On the Fourth of July, we celebrate our political independence with fireworks and parades, cookouts and pool parties, but our true political independence gets celebrated every day in newspaper op-ed pages where we spout off about whatever’s bothering us and where one can find editorial or political cartoons lampooning every aspect of our political system in a daily, inexpensive, informative celebration of free speech, one of the freedoms we hold most dear. The tradition of lampooning politics in cartoons is a rich one in Britain, and it traveled to America with the colonists. (The detail pictured above is from an etching commenting on the farmers of Alexandria, Virginia buying their way out of occupation during the War of 1812 with rum and tobacco.)
Cartoons might seem silly or pointless decades later, but in reality, they’re very valuable resources to scholars. As the old English proverb goes, many a true word has been spoken in jest, and as is the case with editorial cartoons today, these simple sketches and brief blurbs belie the wealth of information contained about some of the more difficult aspects of history to decipher: what our sense of humor as a culture is like, what we find funny or frustrating or just worthy of comment. They also offer a subtle view of historical events that is sometimes otherwise lost to history. For instance, many people who’ve just taken a history course or two have the sense that the Civil War was popular and that Abraham Lincoln was beloved by everyone north of the Mason-Dixon. In reality, one could tell the entire history of the Civil War, including the political breakdown that preceded it and the frustrating muddle that followed it via editorial cartoons, many of which illustrate a deep disdain or hatred of Lincoln that might surprise people today.

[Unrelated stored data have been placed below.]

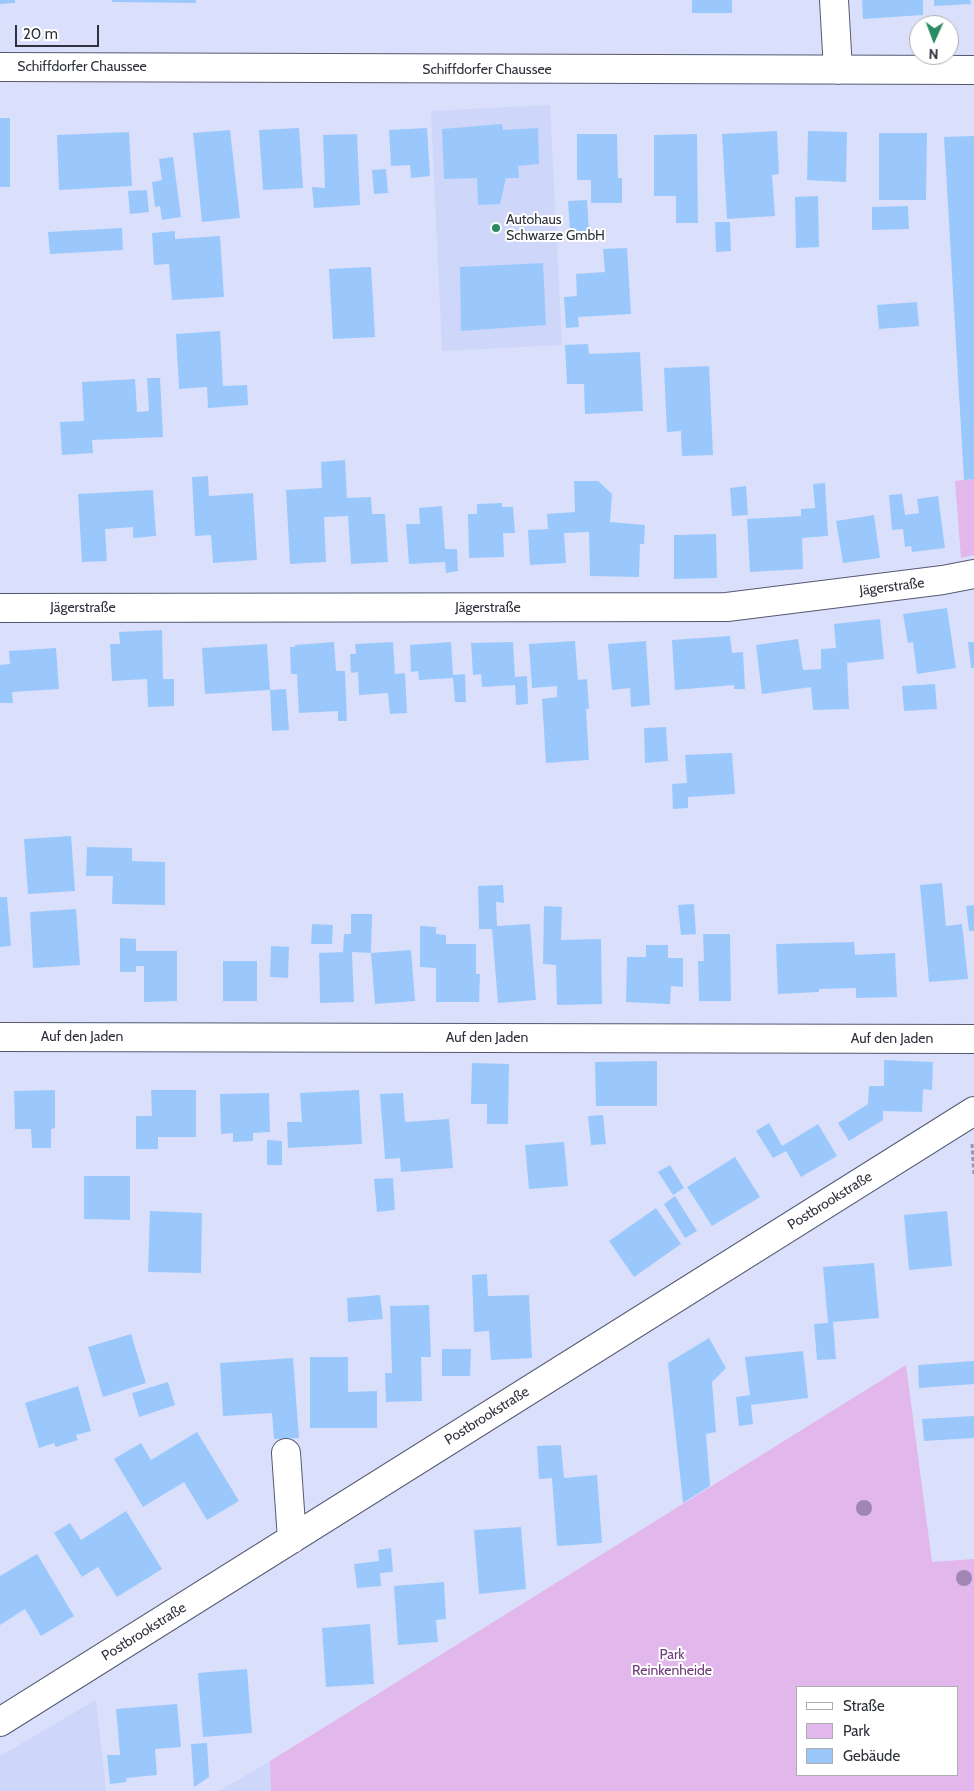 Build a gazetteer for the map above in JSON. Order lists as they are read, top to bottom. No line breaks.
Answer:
{"streets":{"street":["Schiffdorfer Chaussee","Jägerstraße","Auf den Jaden","Postbrookstraße"]},"parks":["Park Reinkenheide"],"places":["Autohaus Schwarze GmbH"],"legend":["Straße","Park","Gebäude"],"scale_bar":"20 m","north":"bottom"} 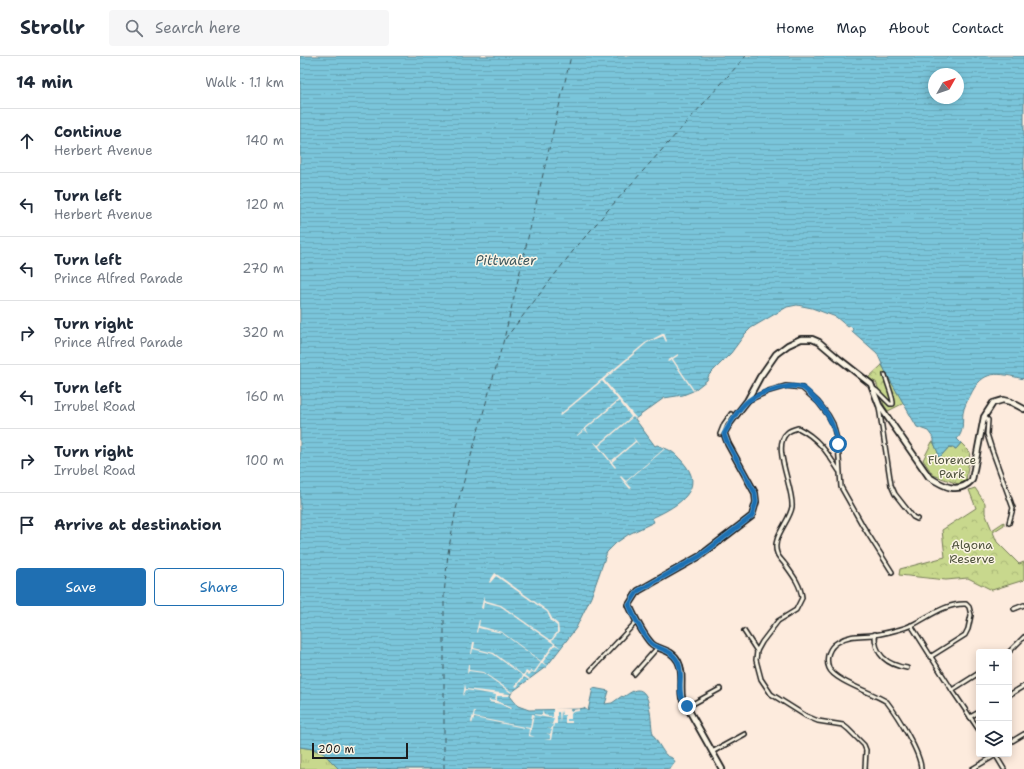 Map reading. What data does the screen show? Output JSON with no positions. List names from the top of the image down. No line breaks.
{"water":["Pittwater"],"parks":["Florence Park","Algona Reserve"],"scale_bar":"200 m","north":"top right","page":{"header":"Strollr","search":"Search here","nav":["Home","Map","About","Contact"],"heading":["14 min","Walk · 1.1 km"],"list":[["Continue","Herbert Avenue","140 m"],["Turn left","Herbert Avenue","120 m"],["Turn left","Prince Alfred Parade","270 m"],["Turn right","Prince Alfred Parade","320 m"],["Turn left","Irrubel Road","160 m"],["Turn right","Irrubel Road","100 m"],"Arrive at destination"],"buttons":["Save","Share"],"map_buttons":["+","−"],"scale":"200 m"}} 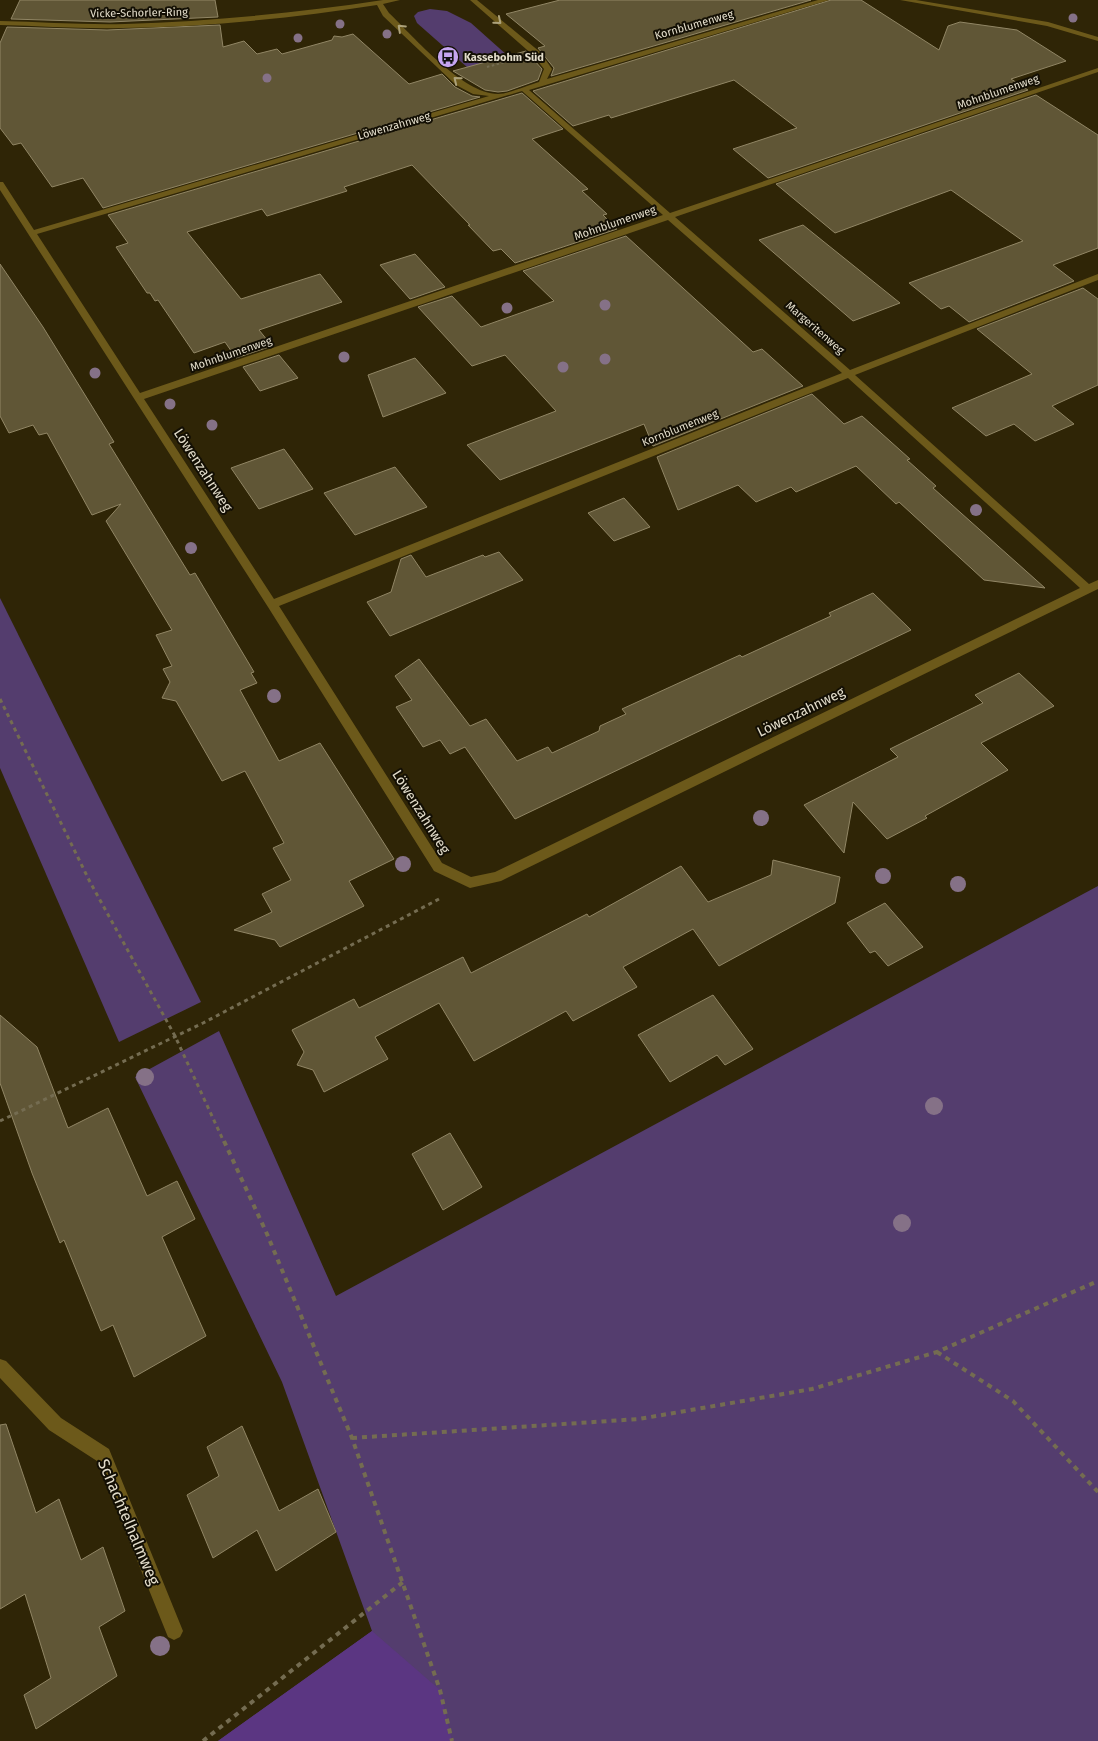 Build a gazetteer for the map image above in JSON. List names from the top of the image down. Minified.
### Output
{"streets":{"street":["Vicke-Schorler-Ring","Kornblumenweg","Mohnblumenweg","Löwenzahnweg","Margeritenweg","Schachtelhalmweg"]},"crossings":[["Kornblumenweg","Löwenzahnweg"],["Kornblumenweg","Margeritenweg"],["Mohnblumenweg","Löwenzahnweg"],["Mohnblumenweg","Margeritenweg"],["Löwenzahnweg","Margeritenweg"]],"places":{"bus stop":["Kassebohm Süd"]}} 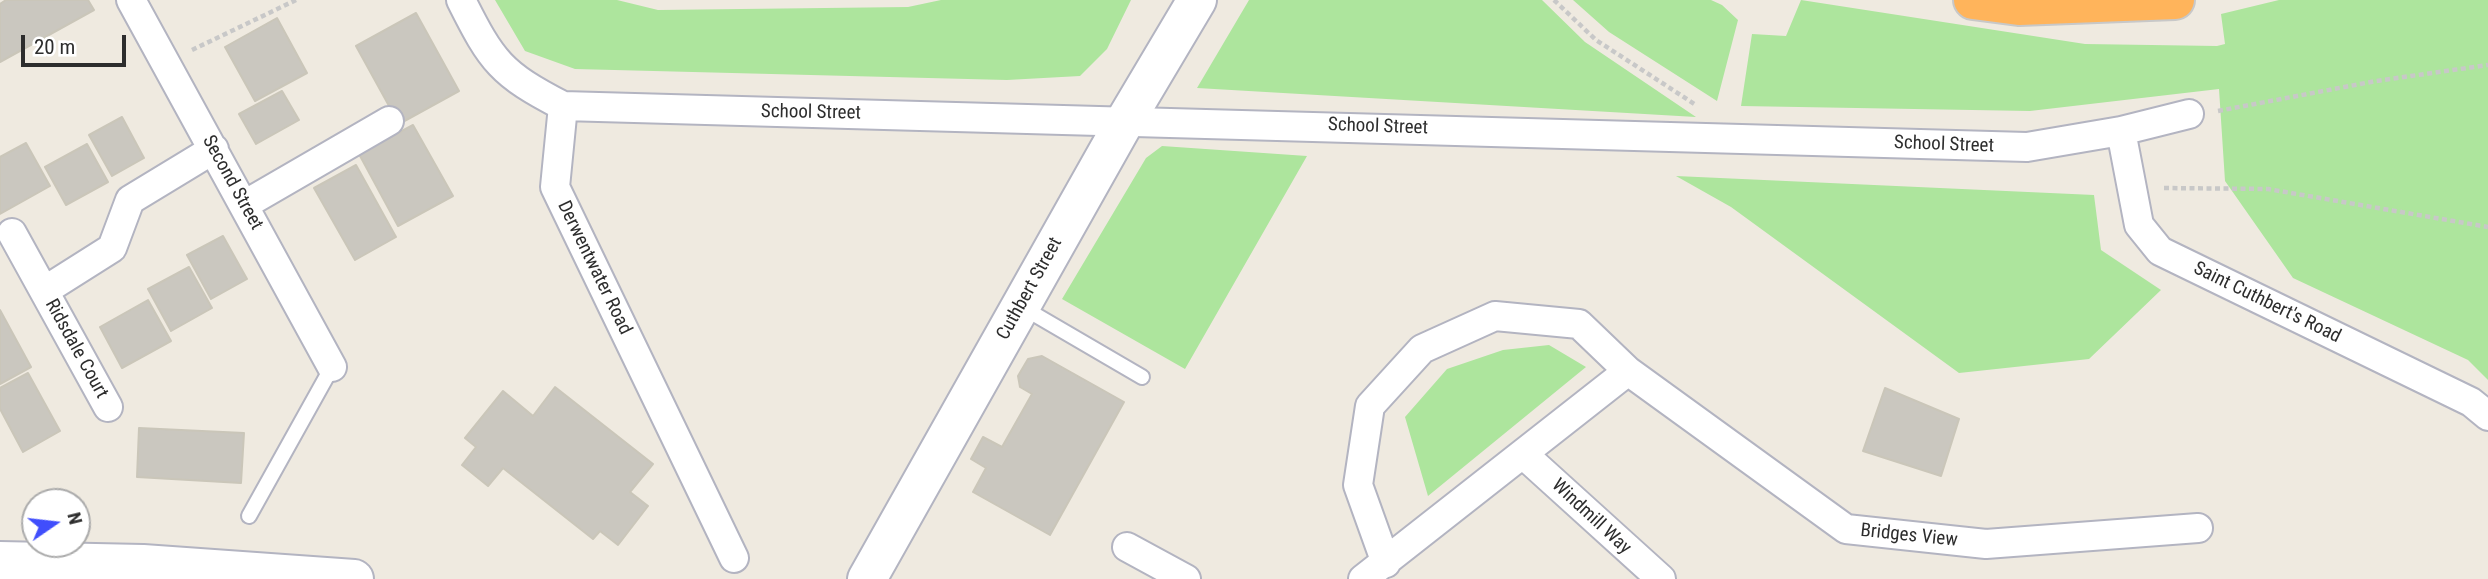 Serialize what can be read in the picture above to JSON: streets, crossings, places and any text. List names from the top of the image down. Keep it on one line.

Editorial cartoons were also, in the heightened political climate of the first century of the United States’ existence, a convenient way to convey one’s political viewpoint. A printed, framed copy also offered plenty of opportunity for close scrutiny, something that was necessary with these cartoons that often contain complex symbolism, witty wordplay and intricate illustrations, so Currier & Ives, along with many other engravers and printers of the period, cranked out cartoons with commentary on trade acts, slavery debates, religion, American attitudes toward European conflicts and much more, all intended to be framed and hung in a library, office or study. So the next time you find yourself chuckling or scratching your head after reading an editorial cartoon, remember that you’re participating in a long, rich history of questioning your government!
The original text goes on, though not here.